• Work order:
What you return should be the lines of the data containing "dash", each in full.

Records contained in a dataset
= = = =

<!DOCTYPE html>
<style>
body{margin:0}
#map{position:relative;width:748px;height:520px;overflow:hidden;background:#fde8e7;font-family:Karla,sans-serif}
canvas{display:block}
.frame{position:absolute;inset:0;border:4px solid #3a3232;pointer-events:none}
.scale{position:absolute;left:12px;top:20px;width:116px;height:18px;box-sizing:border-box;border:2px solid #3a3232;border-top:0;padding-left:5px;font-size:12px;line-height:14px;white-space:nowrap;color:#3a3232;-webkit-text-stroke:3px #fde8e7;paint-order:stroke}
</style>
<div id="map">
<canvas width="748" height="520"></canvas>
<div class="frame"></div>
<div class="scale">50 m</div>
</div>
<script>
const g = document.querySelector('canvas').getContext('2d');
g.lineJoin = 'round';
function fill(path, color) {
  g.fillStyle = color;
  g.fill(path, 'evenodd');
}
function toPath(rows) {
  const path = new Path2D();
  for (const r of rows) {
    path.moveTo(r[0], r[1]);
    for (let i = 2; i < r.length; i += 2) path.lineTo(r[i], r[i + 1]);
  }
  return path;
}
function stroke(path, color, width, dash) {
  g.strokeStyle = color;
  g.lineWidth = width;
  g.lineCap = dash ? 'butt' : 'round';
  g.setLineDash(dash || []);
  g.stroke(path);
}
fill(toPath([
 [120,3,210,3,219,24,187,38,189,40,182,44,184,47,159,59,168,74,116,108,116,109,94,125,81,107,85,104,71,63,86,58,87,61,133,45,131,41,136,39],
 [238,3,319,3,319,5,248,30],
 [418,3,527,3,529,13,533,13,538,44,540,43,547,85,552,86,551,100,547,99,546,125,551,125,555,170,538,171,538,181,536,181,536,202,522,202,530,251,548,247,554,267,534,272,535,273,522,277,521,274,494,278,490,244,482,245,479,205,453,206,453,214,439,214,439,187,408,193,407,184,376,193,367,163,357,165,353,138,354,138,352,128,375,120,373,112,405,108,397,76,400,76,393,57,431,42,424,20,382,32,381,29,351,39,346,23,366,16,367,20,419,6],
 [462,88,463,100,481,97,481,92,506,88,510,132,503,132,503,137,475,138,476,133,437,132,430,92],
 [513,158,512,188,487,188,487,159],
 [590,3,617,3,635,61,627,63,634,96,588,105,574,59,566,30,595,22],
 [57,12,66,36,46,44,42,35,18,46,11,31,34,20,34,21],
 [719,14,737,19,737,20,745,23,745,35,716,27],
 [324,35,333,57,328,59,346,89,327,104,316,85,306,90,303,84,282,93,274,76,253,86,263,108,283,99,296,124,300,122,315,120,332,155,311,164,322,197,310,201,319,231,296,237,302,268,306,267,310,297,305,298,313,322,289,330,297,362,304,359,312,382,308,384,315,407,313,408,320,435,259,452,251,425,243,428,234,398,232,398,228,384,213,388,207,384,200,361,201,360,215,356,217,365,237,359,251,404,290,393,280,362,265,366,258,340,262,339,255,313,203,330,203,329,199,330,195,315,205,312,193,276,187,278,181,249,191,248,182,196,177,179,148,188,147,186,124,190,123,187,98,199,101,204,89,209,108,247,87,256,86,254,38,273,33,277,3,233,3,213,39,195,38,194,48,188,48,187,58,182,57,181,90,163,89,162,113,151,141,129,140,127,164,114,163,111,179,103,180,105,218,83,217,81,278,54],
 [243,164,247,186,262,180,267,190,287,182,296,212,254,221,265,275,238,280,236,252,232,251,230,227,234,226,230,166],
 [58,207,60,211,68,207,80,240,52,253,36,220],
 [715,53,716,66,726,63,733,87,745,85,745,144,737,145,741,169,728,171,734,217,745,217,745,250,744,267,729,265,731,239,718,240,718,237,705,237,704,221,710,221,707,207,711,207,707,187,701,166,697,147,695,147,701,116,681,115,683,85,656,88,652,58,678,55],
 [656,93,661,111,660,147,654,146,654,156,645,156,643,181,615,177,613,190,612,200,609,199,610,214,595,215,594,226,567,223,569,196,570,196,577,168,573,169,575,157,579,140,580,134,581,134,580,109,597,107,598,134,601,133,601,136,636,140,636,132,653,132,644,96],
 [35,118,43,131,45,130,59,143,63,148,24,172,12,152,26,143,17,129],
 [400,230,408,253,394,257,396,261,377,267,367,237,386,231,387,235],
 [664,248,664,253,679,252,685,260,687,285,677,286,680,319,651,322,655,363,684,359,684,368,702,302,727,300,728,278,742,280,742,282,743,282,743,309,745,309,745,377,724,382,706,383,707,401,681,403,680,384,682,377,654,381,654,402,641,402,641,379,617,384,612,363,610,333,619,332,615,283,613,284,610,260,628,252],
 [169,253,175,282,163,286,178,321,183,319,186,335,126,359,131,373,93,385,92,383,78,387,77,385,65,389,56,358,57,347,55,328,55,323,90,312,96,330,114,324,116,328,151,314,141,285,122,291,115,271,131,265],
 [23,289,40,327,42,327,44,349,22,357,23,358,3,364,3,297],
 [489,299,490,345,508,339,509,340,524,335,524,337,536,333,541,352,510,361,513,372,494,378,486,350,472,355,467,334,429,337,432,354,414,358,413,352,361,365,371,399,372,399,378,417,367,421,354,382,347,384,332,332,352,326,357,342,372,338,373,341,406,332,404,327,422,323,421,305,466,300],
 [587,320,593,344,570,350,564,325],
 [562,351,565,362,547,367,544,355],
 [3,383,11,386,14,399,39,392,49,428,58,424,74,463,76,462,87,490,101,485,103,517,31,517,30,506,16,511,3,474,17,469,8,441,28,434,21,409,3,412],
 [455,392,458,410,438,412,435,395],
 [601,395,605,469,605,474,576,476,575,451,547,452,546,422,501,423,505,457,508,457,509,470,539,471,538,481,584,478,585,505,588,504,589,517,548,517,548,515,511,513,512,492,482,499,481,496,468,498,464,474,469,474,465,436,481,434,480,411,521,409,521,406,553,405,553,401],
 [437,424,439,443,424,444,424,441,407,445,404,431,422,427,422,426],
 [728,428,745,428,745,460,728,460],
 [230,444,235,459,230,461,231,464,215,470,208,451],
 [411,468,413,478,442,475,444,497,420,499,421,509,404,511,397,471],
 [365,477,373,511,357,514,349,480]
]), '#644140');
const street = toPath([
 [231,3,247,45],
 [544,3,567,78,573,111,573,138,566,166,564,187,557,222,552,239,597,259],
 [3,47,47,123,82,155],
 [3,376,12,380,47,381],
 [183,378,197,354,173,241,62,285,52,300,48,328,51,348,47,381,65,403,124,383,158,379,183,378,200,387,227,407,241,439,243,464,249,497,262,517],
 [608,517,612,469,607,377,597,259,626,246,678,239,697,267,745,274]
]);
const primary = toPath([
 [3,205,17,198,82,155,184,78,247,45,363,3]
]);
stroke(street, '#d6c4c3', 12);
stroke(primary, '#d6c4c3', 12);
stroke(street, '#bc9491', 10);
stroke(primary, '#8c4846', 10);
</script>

= = = =

• Answer to this exercise:
function stroke(path, color, width, dash) {
  g.lineCap = dash ? 'butt' : 'round';
  g.setLineDash(dash || []);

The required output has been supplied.